北庭古城遗址

据中国社会科学院考古所新疆队1980年10月的考古调查,北庭故城分内外两重,平面均呈不规则的南北长方形。内城位于外城中部略偏东北。城的四角建有角楼,城墙外部筑有敌台和较密集的马面,外绕护城壕、外城之北还有羊马城。
据1992年11月实地踏查,并结合航空遥感地学解释,北庭故城除农田覆盖的地域外,其布局情况具有区域差异,大致可分为“官城”,内城南、北部及外城南、北部五个小区城。这种区域差异可能反映不同区域居民的等级差异,建筑物的用途不同以及建筑年代早晚等情况,但这些情况仅通过遥感探测方法目前尚不能确定。
虽然运用新的科技手段,对北庭的形制、结构、平面布局及构筑特点获得了新的认识,但经多年实测和勘查,从大的布局看仍是两重城,不是3重城。内外城均系夯筑,其形制基本一致,即内城墙随着外城墙的曲直而曲直。内外城墙都有敌台、角楼和较密集的马面。
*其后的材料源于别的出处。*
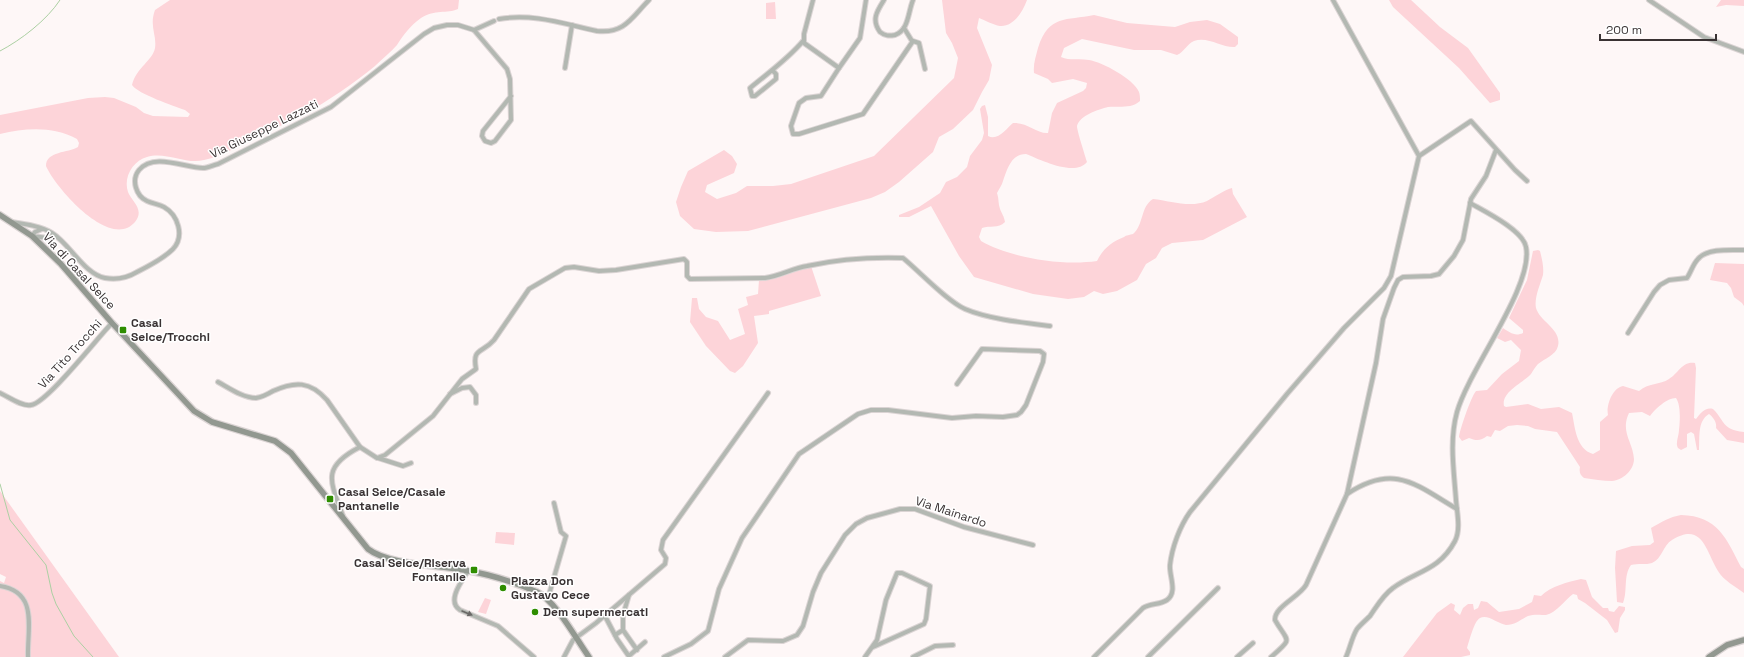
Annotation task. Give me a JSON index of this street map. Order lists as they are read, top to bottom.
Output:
{
  "streets": {
    "main road": ["Via di Casal Selce"],
    "street": ["Via Giuseppe Lazzati", "Via Tito Trocchi", "Via Mainardo"]
  },
  "crossings": [
    ["Via di Casal Selce", "Via Tito Trocchi"]
  ],
  "places": {
    "transit": ["Casal Selce/Trocchi", "Casal Selce/Casale Pantanelle", "Casal Selce/Riserva Fontanile"],
    "other": ["Piazza Don Gustavo Cece", "Dem supermercati"]
  },
  "scale_bar": "200 m"
}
外城还有曲折的瓮城,其北又有羊马城,城墙之外均绕以宽阔的护城壕、马面、敌台、角楼和瓮城等都使用了任木的做法。这种平面布局和构筑特点完全反映了我国中原地区传统的筑城技法在新疆地区的推广使用。北庭故城规模之宏大、规划之周祥、防守之严密,是与北庭大都护府的政治、军事地位及其作为北疆地区的统治中心完全相符合的。
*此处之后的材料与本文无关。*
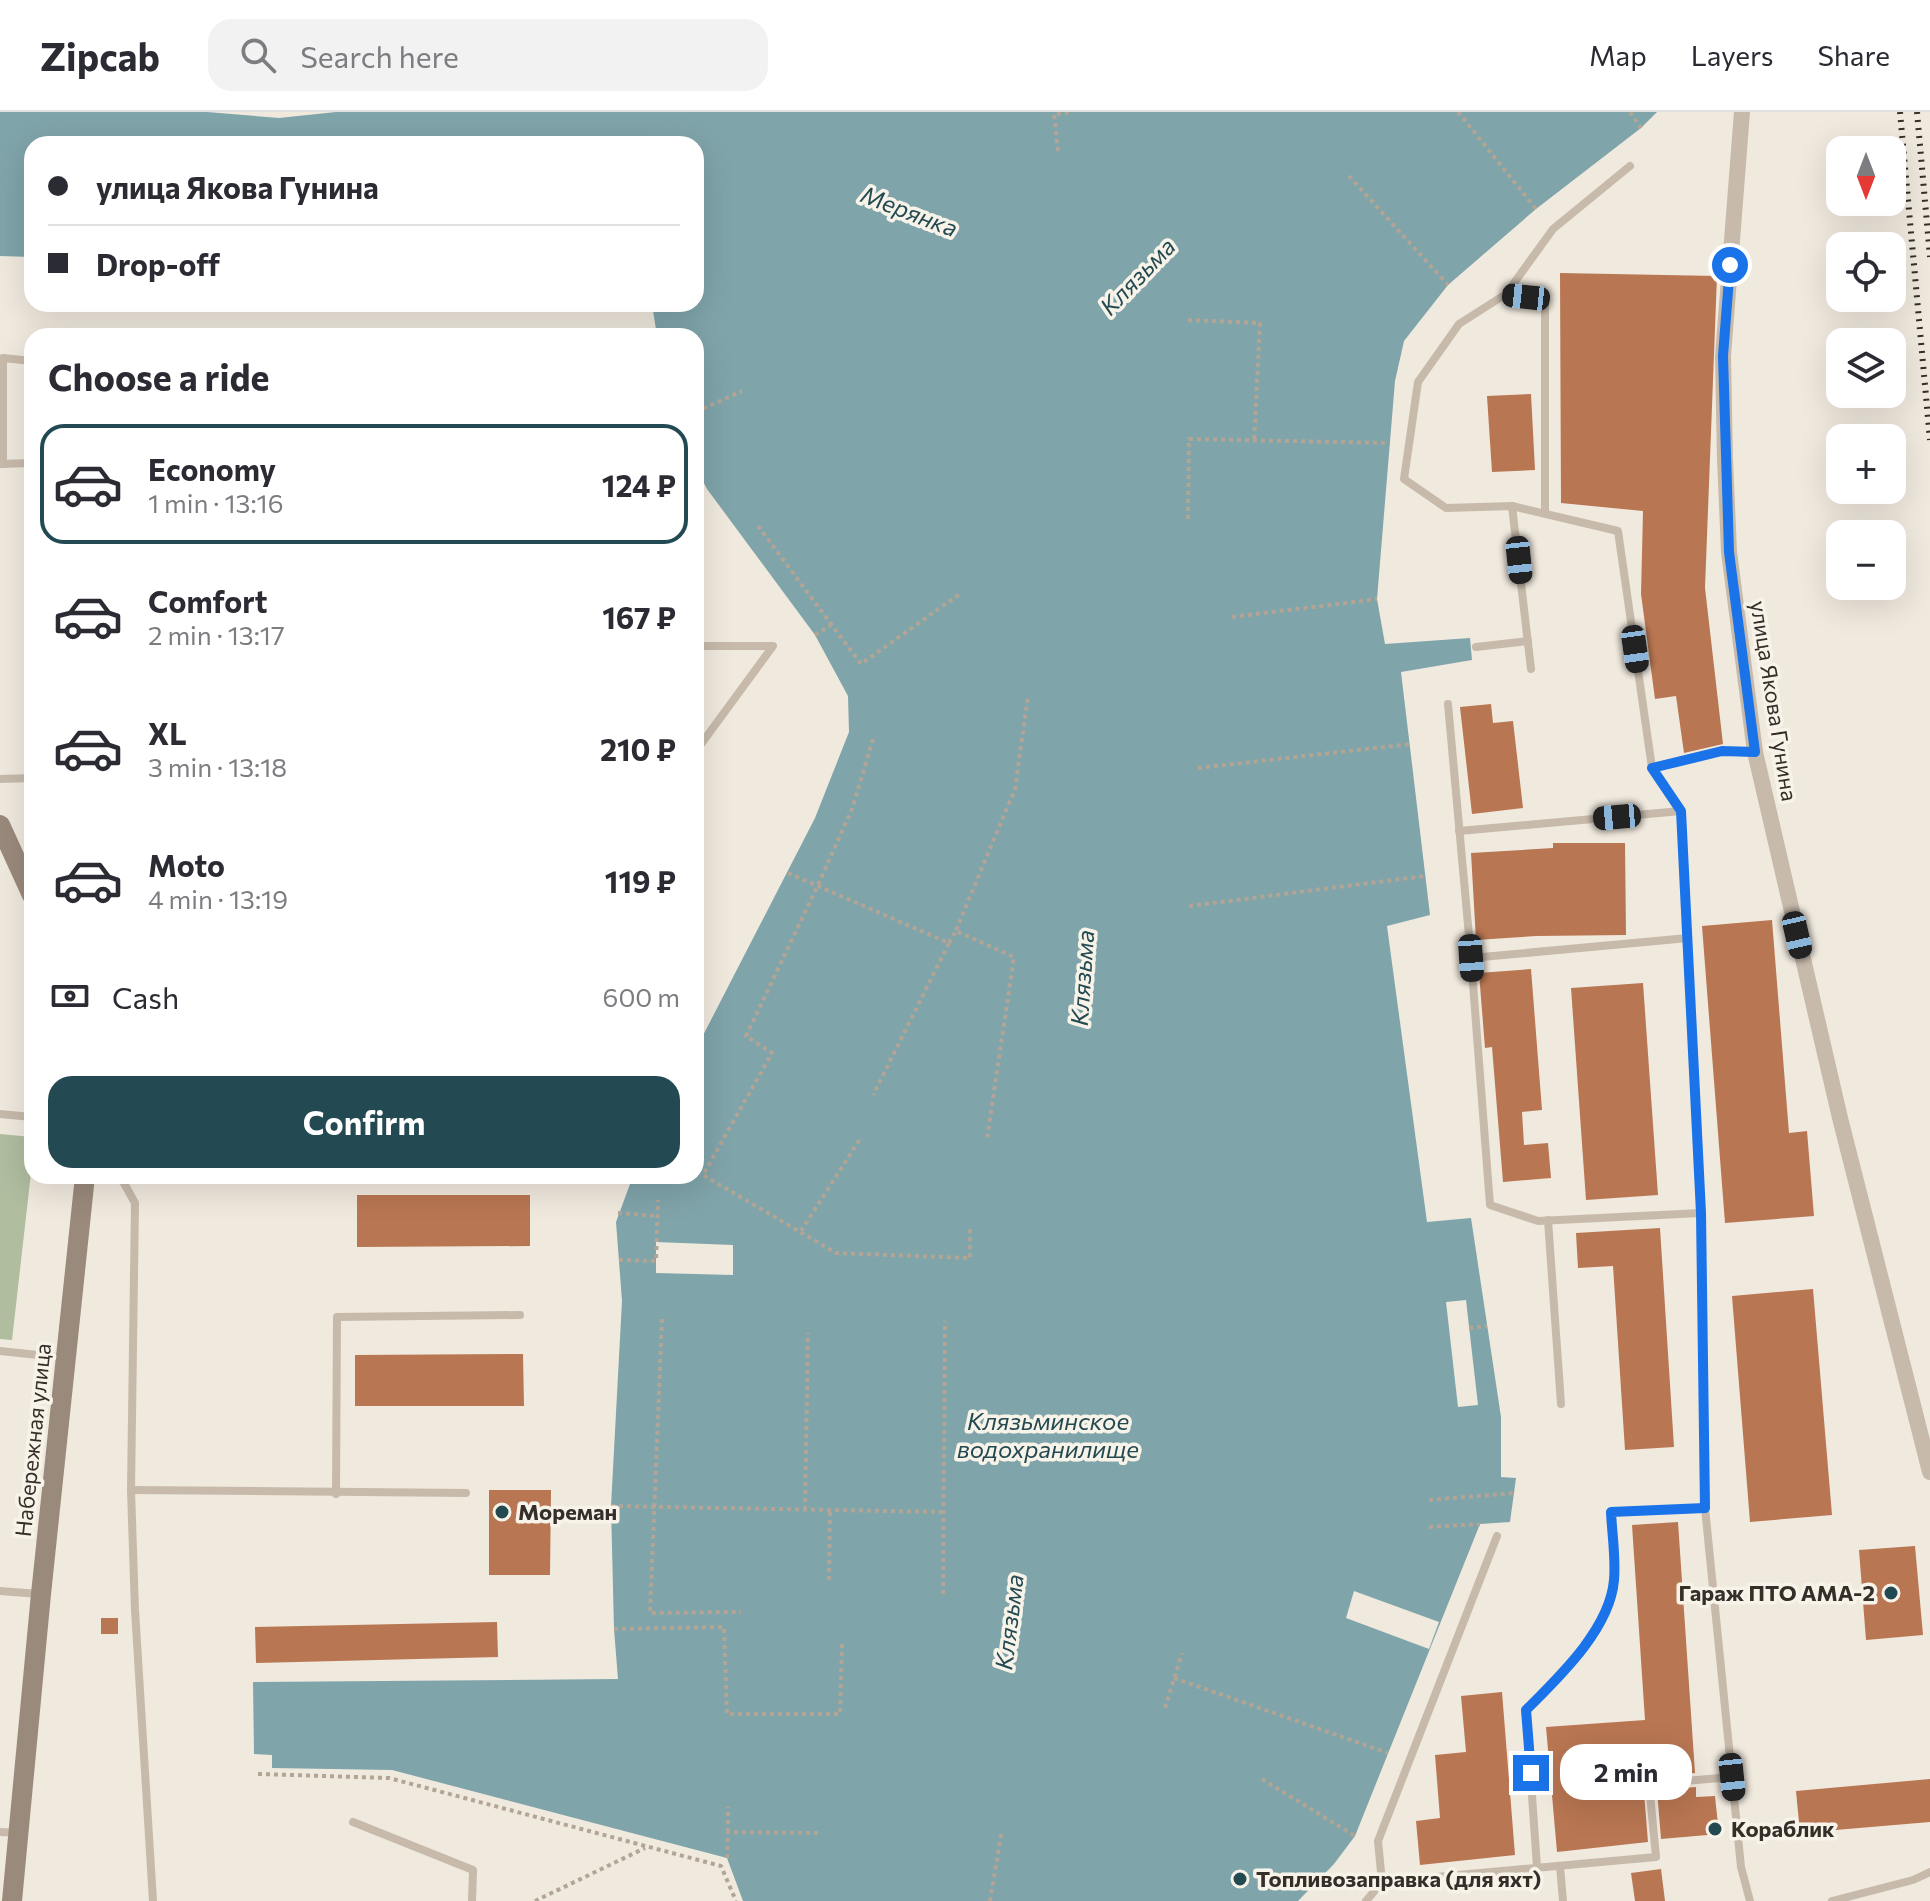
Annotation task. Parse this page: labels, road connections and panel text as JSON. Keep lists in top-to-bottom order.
{
  "streets": {
    "street": ["улица Якова Гунина", "Набережная улица"]
  },
  "water": ["Мерянка", "Клязьма", "Клязьминское водохранилище"],
  "places": [
    "Мореман",
    "Гараж ПТО АМА-2",
    "Кораблик",
    "Топливозаправка (для яхт)"
  ],
  "north": "bottom",
  "page": {
    "header": "Zipcab",
    "search": "Search here",
    "nav": ["Map", "Layers", "Share"],
    "map_buttons": ["+", "−"],
    "banner": ["улица Якова Гунина", "Drop-off"],
    "heading": "Choose a ride",
    "list": [
      {
        "name": "Economy",
        "note": "1 min · 13:16",
        "value": "124 ₽"
      },
      {
        "name": "Comfort",
        "note": "2 min · 13:17",
        "value": "167 ₽"
      },
      {
        "name": "XL",
        "note": "3 min · 13:18",
        "value": "210 ₽"
      },
      {
        "name": "Moto",
        "note": "4 min · 13:19",
        "value": "119 ₽"
      }
    ],
    "pay": ["Cash", "600 m"],
    "buttons": "Confirm",
    "bubble": "2 min"
  }
}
此外,外城和内城的构筑方法也有明显的区别。外城的城墙、马面、敌台、角楼和羊马城,基本上都是薄夯层,圆夯窝,坚硬结实;内城的城墙、马面、敌台和角楼都是厚夯层、平夯、无夯窝,比较松软。外城的城墙、马面、角楼经多次修补或增筑。有记载的如来济任刺史前到任刺史后的修缮,《元和郡县志》卷四O记载,庭州为阿史那贺鲁所“攻掠,萧条荒废。显庆中重修置,以来济为刺史,理完茸焉”。显庆年号共历五年,来济任庭州刺史在显庆五年(660)至龙朔二年(662年)。因此,“显庆中重修置”应指显庆三年。庭州城是在东汉金满城、魏晋时期的于赖城、隋末唐初的可汗浮图城基础上设置的,金满城是东汉耿恭屯戌之城,于赖城和可汗浮图城是游牧民族的城寨,因此规模都不会很大。庭州于649年初设时期也不会大兴土木,而显庆中重修置至来济理完茸焉的记载,则证明原有城寨破坏十分严重,重新修建历时三、四年,是一次大规模的扩建和改建,北庭故城外城墙的宏伟规模及城墙在构筑方法上的唐代特点印证了史载的真实性。此后,龙朔二年突厥入寇,来济战死;开元二年至三年,突厥寇北庭;
开元八年,突厥寇北庭;开元二十三年,突骑施寇北庭等等,每次战火都有可能使北庭城遭到程度不同的破坏。1996年昌吉州文管所与吉木萨尔县文管所曾对北庭故城东河坝东岸台地上发现的唐代古墓群进行了调查和抢救性发掘,发现是一处阵亡将士的埋葬区,它距北庭故城外城东门东南约千米。墓坑中尸骨层层叠压乱葬,属青壮年,有两个头骨上有射入的三棱直铤箭头。这一考古发现证实史载北庭城屡遭战火的历史事实。《元和郡县志》卷四O记载,北庭城第二次修筑在“开元中盖嘉运”任北庭都护时期;《新唐书·地理志四》记载是“开元中盖嘉运增筑”。据实地考查,北庭故城外城墙确有多处唐代特别明显的修补和增筑痕迹,同时,也有与回鹘时期修筑的内城风格相同的修补增筑痕迹。而内城的城墙、马面、角楼、敌台等未发现修补和增筑的痕迹,这说明外城和内城在构筑方法上和筑城年代上都有所不同。外城修建年代早,使用时间长,其形制必然与唐代频繁的战争防御密切相关;内城修建年代较外城晚,使用时间也比外城短。现存城内的建筑基址,除6号基址较早外,余皆较晚,其形制是由内城(皇城)与内城中的小城(官城)组成,必然与高昌回鹘时期的都城和陪都的性质密切相关。
从故城的形制和建筑特点分析,马面、敌台、角楼、瓮城和羊马城等的设置不会早于唐代;过梁式木构城门洞盛行于唐宋之时,元代已开始改为砖券门洞。
北庭故城形制、布局和构筑特点除具有唐代中原和回鹘时期的风格外,还有一个重要特征就是内外两重城,城外四面环水的布局,这种形制在新疆古城建造史上是非常独特的。